McDaniel Corrie E, White Andrew A, Bradford Miranda C, Sy Carolyn D, Chen Tiffany, Brock Doug, Foti Jeffrey, Beck Jimmy B
C.E. McDaniel is clinical assistant professor, Department of Pediatrics, University of Washington, Seattle, Washington. A.A. White is associate professor, Department of Medicine, University of Washington, Seattle, Washington. M.C. Bradford is a biostatistician, Center for Clinical and Translational Research, Seattle Children's Research Institute, Seattle, Washington. C.D. Sy is clinical instructor, Department of Medicine, University of Washington, Seattle, Washington. T. Chen is clinical instructor, Department of Medicine, University of Washington, Seattle, Washington. D. Brock is associate professor, Department of Family Medicine, University of Washington, Seattle, Washington. J. Foti is clinical associate professor, Department of Pediatrics, University of Washington, Seattle, Washington. J.B. Beck is assistant professor, Department of Pediatrics, University of Washington, Seattle, Washington.
Acad Med. 2018 Feb;93(2):199-206. doi: 10.1097/ACM.0000000000001873.
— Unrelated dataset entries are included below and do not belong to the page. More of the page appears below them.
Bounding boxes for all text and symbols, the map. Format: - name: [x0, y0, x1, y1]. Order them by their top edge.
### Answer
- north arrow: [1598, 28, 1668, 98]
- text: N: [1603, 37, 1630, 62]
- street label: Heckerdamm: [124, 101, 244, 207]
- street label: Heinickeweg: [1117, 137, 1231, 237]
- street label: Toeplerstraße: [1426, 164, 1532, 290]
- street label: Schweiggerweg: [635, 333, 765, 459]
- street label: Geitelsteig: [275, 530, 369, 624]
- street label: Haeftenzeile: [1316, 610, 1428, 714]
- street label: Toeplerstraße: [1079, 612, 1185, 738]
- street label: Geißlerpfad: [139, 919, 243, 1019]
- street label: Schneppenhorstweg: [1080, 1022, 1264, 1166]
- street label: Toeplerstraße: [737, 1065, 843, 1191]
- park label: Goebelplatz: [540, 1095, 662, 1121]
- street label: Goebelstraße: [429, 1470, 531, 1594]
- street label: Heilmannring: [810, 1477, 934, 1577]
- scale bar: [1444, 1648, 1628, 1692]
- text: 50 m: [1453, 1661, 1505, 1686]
Little is known about current practices in high-value care (HVC) bedside teaching. A lack of instruments for measuring bedside HVC behaviors confounds efforts to assess the impact of curricular interventions. The authors aimed to define observable HVC concepts by developing an instrument to measure the content and frequency of HVC discussions.The authors developed the HVC Rounding Tool in four iterative phases, using Messick's validity framework. Phases 1 and 2 were designed to collect evidence of content validity, Phases 3 and 4 to collect evidence of response process and internal structure. Phase 1 identified HVC topics within the literature. Phase 2 used a modified Delphi approach for construct definition and tool development. Through two rounds, the Delphi panel narrowed 16 HVC topics to 11 observable items, categorized into three domains (quality, cost, and patient values). Phase 3 involved rater training and creation of a codebook. Phase 4 involved three iterations of instrument piloting. Six trained raters, in pairs, observed bedside rounds during 148 patient encounters in 2016. Weighted kappas for each domain demonstrated improvement from the first to third iteration: Quality increased from 0.65 (95% CI 0.55-0.79) to 1.00, cost from 0.58 (95% CI 0.4-0.75) to 0.96 (95% CI 0.80-1.00), and patient values from 0.41 (95% CI 0.19-0.68) to 1.00. Percent positive agreement for all domains improved from 65.3% to 98.1%. This tool, the first with established validity evidence, addresses an important educational gap for measuring the translation of HVC from theoretical knowledge to bedside practice.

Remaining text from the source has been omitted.